__Exercise goal__. Transcribe the records below exactly, from their first line through the line containing "filter:drop-shadow(0 0 2px". Omit every line after it.

* * * * * * *

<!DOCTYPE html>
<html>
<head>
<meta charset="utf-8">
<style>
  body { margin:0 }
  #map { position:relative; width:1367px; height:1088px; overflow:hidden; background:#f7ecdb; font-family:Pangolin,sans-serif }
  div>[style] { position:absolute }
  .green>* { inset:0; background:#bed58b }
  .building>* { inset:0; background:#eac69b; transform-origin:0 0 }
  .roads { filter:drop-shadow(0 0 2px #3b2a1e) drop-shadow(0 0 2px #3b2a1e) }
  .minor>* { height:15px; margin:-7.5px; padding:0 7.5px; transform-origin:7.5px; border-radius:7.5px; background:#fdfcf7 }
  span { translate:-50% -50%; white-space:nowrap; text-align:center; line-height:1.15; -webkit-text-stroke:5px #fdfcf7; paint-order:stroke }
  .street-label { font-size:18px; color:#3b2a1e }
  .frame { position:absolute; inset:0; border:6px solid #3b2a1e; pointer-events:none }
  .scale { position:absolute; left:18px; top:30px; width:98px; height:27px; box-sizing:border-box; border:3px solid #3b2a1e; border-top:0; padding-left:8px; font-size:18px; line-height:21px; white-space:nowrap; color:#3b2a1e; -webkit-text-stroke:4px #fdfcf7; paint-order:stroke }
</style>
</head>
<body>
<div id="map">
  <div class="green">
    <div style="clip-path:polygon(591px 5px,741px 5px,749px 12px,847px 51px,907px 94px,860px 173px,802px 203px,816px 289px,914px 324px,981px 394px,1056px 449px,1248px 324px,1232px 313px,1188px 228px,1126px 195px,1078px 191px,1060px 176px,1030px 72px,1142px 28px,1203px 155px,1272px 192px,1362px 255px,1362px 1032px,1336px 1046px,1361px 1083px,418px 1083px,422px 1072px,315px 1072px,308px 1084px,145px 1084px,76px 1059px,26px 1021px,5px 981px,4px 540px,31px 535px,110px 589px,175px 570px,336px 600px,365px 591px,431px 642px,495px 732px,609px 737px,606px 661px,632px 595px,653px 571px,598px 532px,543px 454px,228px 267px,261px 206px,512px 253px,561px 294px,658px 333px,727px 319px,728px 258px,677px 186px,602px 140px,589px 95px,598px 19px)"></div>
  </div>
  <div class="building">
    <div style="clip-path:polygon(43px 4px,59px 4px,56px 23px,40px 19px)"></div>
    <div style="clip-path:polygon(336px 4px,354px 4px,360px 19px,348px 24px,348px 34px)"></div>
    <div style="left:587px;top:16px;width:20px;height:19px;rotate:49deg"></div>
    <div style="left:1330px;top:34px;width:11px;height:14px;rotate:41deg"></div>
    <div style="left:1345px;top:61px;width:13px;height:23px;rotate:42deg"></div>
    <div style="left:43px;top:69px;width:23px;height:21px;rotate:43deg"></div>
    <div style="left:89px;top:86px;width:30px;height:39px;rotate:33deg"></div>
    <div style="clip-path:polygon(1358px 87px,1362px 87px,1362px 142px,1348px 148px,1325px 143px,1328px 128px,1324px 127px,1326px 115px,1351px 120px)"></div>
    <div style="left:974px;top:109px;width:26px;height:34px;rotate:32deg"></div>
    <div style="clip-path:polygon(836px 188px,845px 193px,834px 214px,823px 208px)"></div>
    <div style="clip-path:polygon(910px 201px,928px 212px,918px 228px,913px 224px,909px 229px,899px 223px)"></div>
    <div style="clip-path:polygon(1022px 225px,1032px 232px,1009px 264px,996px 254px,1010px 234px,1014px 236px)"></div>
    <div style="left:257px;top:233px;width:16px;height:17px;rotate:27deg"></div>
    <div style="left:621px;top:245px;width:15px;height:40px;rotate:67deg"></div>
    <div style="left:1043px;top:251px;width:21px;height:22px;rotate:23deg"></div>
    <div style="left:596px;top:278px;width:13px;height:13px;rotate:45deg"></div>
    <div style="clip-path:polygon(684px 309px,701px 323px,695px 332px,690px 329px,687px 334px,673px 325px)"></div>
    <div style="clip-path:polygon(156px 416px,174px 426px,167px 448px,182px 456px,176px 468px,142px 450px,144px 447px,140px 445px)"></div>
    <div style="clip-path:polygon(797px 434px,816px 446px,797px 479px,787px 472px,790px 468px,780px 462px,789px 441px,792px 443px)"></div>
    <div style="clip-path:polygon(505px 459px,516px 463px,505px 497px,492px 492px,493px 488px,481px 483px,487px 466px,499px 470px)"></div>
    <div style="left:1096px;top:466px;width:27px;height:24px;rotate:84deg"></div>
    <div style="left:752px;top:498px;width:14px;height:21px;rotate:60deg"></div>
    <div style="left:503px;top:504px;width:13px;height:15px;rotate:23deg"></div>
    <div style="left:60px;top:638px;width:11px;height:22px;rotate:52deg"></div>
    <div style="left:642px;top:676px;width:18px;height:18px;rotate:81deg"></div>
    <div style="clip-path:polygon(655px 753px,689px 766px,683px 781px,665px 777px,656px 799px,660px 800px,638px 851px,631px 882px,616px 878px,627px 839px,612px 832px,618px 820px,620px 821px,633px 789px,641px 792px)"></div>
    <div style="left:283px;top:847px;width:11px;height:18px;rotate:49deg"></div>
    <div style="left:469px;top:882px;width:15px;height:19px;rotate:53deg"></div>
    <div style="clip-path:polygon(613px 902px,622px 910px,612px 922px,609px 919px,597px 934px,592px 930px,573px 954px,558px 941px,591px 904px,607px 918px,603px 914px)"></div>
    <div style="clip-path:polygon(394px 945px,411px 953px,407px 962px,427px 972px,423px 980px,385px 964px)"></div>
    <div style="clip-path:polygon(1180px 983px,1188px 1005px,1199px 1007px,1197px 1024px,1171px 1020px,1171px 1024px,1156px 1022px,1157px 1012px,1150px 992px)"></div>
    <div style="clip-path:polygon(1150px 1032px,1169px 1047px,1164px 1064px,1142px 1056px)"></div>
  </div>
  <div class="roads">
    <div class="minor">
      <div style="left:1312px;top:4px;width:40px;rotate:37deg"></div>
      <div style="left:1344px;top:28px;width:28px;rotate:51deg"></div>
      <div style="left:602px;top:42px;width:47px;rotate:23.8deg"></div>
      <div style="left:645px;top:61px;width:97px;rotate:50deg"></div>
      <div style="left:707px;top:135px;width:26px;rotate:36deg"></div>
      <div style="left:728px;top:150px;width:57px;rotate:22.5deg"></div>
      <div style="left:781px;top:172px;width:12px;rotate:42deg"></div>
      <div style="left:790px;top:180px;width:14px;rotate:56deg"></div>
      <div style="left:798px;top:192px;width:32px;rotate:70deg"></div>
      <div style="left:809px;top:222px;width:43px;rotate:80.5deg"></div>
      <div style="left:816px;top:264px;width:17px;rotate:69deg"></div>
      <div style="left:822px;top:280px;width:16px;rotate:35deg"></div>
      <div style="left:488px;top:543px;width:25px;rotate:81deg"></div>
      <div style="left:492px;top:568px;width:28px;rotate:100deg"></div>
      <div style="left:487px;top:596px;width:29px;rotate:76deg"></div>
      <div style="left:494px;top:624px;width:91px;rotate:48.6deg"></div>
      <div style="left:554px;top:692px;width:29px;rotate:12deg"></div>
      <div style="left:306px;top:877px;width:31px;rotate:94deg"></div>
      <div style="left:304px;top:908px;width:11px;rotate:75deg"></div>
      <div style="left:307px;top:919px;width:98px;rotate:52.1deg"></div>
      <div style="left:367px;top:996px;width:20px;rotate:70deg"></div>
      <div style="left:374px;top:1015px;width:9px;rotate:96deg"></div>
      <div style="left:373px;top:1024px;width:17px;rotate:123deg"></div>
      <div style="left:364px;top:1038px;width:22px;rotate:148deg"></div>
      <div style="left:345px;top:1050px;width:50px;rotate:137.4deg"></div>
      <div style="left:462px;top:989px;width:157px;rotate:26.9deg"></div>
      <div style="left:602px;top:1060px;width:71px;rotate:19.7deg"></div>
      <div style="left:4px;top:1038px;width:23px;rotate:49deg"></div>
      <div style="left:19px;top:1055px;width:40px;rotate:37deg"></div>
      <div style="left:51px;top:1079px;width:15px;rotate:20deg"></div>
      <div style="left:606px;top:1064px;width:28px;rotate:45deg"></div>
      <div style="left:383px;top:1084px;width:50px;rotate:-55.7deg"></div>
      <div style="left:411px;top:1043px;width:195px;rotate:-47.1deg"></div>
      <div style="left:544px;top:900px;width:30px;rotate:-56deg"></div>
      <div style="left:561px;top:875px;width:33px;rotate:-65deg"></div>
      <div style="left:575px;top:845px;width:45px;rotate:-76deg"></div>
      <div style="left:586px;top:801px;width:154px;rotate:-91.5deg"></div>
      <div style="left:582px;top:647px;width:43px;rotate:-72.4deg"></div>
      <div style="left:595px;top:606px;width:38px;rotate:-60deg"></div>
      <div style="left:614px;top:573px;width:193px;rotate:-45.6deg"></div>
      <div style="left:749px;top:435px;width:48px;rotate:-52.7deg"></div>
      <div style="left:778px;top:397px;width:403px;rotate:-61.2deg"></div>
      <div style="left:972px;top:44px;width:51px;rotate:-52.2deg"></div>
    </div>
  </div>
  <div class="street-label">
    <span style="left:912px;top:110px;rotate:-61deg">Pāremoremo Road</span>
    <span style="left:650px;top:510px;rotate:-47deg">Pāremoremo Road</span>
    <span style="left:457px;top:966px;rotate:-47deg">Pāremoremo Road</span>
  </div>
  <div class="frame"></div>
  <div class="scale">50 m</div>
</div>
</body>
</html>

* * * * * * *

__Output of the exercise__.
<!DOCTYPE html>
<html>
<head>
<meta charset="utf-8">
<style>
  body { margin:0 }
  #map { position:relative; width:1367px; height:1088px; overflow:hidden; background:#f7ecdb; font-family:Pangolin,sans-serif }
  div>[style] { position:absolute }
  .green>* { inset:0; background:#bed58b }
  .building>* { inset:0; background:#eac69b; transform-origin:0 0 }
  .roads { filter:drop-shadow(0 0 2px #3b2a1e) drop-shadow(0 0 2px #3b2a1e) }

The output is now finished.